## Exercise goal
Nothing but the lines from the one containing "Parse the map above: labels, road" through the end of the data below may appear in the response, each one exact.

[Stored data entries]
########################################
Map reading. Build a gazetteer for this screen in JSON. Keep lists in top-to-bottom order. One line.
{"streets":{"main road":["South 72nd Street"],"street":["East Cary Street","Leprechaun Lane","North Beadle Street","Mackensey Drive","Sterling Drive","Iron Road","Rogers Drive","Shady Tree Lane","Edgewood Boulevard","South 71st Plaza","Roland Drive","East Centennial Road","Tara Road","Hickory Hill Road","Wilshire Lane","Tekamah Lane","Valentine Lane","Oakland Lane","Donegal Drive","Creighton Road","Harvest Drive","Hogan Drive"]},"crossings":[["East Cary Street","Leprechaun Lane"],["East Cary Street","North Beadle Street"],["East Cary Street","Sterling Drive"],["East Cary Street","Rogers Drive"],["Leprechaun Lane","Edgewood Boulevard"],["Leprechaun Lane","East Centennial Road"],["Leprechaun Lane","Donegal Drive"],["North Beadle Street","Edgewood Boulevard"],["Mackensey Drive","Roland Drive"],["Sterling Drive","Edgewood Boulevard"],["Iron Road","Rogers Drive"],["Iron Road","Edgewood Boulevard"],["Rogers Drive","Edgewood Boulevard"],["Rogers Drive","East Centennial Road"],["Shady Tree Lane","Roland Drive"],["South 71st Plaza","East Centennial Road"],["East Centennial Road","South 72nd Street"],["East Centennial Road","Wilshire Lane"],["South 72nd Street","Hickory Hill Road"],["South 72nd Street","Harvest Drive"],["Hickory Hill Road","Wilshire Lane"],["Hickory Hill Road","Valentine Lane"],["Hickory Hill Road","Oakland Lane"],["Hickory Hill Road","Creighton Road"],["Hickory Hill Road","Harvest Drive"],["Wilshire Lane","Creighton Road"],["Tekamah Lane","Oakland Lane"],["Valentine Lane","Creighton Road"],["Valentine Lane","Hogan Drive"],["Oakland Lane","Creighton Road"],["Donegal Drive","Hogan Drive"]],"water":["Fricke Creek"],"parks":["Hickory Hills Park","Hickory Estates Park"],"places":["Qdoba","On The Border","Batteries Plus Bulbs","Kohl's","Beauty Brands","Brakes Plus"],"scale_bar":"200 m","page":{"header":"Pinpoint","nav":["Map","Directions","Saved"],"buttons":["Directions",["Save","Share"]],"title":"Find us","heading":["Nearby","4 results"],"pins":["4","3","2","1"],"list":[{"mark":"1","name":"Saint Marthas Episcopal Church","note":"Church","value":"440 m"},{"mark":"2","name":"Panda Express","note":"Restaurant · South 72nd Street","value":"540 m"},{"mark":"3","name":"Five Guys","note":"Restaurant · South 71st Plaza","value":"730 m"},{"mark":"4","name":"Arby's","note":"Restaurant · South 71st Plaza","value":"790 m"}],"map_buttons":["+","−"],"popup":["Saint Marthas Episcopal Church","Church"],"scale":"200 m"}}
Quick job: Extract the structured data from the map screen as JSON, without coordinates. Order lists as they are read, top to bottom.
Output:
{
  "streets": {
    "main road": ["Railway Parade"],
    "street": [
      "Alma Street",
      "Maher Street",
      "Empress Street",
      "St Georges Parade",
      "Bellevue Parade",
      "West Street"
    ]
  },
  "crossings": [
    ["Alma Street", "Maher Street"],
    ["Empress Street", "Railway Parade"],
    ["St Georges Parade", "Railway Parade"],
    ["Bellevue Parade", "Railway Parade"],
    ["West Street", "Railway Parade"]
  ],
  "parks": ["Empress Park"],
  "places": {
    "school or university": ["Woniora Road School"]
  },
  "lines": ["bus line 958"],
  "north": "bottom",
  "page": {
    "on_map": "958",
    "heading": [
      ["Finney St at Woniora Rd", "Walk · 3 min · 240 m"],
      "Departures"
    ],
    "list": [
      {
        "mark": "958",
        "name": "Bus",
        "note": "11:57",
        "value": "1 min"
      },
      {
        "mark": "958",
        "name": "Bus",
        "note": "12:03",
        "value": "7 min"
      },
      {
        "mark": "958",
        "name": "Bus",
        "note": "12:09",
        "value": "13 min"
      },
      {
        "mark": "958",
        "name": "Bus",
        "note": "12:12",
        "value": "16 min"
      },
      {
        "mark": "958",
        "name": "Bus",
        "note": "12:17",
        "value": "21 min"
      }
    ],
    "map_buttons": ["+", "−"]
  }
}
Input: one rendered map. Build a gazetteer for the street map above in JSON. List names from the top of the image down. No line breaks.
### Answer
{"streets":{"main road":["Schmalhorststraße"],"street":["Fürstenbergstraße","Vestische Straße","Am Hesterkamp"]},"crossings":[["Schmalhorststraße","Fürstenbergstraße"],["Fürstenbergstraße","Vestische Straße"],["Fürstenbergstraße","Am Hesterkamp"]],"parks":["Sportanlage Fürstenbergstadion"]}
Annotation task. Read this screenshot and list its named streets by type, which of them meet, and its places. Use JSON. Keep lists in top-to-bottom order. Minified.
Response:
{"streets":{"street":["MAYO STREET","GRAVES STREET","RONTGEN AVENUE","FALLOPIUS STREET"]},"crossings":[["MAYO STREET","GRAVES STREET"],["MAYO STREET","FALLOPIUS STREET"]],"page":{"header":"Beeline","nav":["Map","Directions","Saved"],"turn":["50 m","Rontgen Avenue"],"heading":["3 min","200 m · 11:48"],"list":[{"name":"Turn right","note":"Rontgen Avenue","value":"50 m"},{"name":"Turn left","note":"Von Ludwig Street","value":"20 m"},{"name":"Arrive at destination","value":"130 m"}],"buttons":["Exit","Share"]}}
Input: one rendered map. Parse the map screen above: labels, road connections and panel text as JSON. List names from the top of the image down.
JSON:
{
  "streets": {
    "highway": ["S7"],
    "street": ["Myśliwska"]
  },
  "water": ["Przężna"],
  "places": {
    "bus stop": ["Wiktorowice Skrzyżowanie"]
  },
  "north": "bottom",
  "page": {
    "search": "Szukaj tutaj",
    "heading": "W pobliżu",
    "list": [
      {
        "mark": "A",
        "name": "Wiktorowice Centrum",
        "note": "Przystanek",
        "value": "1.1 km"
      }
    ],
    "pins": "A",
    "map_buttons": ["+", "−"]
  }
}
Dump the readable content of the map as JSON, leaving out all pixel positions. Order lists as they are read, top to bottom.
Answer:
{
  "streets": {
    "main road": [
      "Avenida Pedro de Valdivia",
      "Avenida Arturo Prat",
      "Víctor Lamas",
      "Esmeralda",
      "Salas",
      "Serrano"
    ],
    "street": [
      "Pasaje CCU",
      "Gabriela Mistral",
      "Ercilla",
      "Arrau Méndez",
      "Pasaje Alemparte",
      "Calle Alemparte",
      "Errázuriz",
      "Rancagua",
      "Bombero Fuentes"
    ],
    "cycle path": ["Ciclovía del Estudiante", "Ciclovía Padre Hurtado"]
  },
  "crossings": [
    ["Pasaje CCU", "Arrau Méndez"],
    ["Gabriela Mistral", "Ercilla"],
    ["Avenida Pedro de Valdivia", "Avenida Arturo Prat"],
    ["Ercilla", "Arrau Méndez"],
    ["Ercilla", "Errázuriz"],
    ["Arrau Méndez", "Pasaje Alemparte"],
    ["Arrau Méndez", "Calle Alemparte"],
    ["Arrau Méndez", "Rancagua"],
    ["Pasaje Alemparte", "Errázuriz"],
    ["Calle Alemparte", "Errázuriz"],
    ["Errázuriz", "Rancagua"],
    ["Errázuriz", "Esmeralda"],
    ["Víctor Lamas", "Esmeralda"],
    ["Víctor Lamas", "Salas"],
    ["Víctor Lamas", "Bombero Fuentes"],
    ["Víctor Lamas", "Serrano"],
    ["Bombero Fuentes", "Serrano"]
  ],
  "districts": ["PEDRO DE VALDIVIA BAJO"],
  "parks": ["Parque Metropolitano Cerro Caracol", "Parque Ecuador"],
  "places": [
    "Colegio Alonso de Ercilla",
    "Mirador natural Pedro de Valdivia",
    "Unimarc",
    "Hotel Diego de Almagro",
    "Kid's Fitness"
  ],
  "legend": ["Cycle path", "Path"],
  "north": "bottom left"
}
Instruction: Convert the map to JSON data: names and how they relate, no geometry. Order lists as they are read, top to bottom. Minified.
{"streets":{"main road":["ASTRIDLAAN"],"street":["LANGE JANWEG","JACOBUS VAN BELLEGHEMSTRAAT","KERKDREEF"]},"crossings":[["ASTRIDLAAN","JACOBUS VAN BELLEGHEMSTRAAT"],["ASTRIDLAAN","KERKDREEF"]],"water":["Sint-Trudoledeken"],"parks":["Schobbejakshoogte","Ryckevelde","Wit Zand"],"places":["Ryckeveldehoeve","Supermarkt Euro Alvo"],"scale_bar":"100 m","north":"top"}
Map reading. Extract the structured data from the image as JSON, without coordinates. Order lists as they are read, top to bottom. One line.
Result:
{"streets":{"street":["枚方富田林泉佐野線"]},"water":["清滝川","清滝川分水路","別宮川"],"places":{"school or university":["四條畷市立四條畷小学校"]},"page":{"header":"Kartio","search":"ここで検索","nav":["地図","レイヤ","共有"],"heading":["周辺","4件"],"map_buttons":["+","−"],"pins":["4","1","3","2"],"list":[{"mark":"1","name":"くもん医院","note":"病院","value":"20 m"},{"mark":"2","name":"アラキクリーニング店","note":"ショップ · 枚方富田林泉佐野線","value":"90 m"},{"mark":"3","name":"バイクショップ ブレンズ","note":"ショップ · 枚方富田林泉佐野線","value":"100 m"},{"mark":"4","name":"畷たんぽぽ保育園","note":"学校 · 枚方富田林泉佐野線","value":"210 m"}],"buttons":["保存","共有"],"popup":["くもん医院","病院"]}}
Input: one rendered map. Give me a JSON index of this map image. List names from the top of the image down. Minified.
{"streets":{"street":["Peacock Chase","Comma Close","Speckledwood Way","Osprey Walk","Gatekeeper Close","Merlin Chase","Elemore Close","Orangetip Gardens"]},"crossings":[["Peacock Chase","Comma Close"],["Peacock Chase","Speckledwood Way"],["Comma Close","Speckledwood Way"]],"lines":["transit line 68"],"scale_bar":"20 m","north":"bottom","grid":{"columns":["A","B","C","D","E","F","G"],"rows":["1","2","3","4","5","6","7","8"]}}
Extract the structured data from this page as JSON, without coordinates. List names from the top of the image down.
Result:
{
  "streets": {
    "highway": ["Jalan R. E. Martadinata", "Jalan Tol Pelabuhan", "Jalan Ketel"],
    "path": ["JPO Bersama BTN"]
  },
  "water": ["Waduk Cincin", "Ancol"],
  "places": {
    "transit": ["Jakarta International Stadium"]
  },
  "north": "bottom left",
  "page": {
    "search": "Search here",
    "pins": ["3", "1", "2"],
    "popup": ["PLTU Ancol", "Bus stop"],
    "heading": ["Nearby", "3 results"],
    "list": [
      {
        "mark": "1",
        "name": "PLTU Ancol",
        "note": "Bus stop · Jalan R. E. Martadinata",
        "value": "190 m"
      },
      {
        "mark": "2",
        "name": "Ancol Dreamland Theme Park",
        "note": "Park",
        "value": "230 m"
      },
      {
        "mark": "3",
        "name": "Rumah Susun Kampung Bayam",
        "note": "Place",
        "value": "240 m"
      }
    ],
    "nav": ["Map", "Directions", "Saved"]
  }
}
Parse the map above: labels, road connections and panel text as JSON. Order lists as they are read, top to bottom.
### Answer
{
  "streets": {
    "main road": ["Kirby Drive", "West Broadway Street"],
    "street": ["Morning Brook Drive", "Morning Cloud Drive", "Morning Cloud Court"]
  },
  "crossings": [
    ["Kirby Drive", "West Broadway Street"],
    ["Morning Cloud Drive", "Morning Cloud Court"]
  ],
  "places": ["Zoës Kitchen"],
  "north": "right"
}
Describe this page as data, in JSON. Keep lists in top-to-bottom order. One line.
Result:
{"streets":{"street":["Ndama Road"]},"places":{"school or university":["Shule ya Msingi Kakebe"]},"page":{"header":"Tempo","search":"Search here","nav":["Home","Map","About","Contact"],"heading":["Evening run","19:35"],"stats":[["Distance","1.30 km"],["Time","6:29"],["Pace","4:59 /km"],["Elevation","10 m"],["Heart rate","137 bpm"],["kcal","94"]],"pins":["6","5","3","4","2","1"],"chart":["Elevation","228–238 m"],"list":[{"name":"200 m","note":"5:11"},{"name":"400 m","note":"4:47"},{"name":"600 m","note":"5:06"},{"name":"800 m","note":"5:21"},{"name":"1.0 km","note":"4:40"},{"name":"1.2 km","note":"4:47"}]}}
########################################
## Result
Parse the map above: labels, road connections and panel text as JSON. Order lists as they are read, top to bottom.
### Answer
{
  "streets": {
    "main road": ["Kirby Drive", "West Broadway Street"],
    "street": ["Morning Brook Drive", "Morning Cloud Drive", "Morning Cloud Court"]
  },
  "crossings": [
    ["Kirby Drive", "West Broadway Street"],
    ["Morning Cloud Drive", "Morning Cloud Court"]
  ],
  "places": ["Zoës Kitchen"],
  "north": "right"
}
Describe this page as data, in JSON. Keep lists in top-to-bottom order. One line.
Result:
{"streets":{"street":["Ndama Road"]},"places":{"school or university":["Shule ya Msingi Kakebe"]},"page":{"header":"Tempo","search":"Search here","nav":["Home","Map","About","Contact"],"heading":["Evening run","19:35"],"stats":[["Distance","1.30 km"],["Time","6:29"],["Pace","4:59 /km"],["Elevation","10 m"],["Heart rate","137 bpm"],["kcal","94"]],"pins":["6","5","3","4","2","1"],"chart":["Elevation","228–238 m"],"list":[{"name":"200 m","note":"5:11"},{"name":"400 m","note":"4:47"},{"name":"600 m","note":"5:06"},{"name":"800 m","note":"5:21"},{"name":"1.0 km","note":"4:40"},{"name":"1.2 km","note":"4:47"}]}}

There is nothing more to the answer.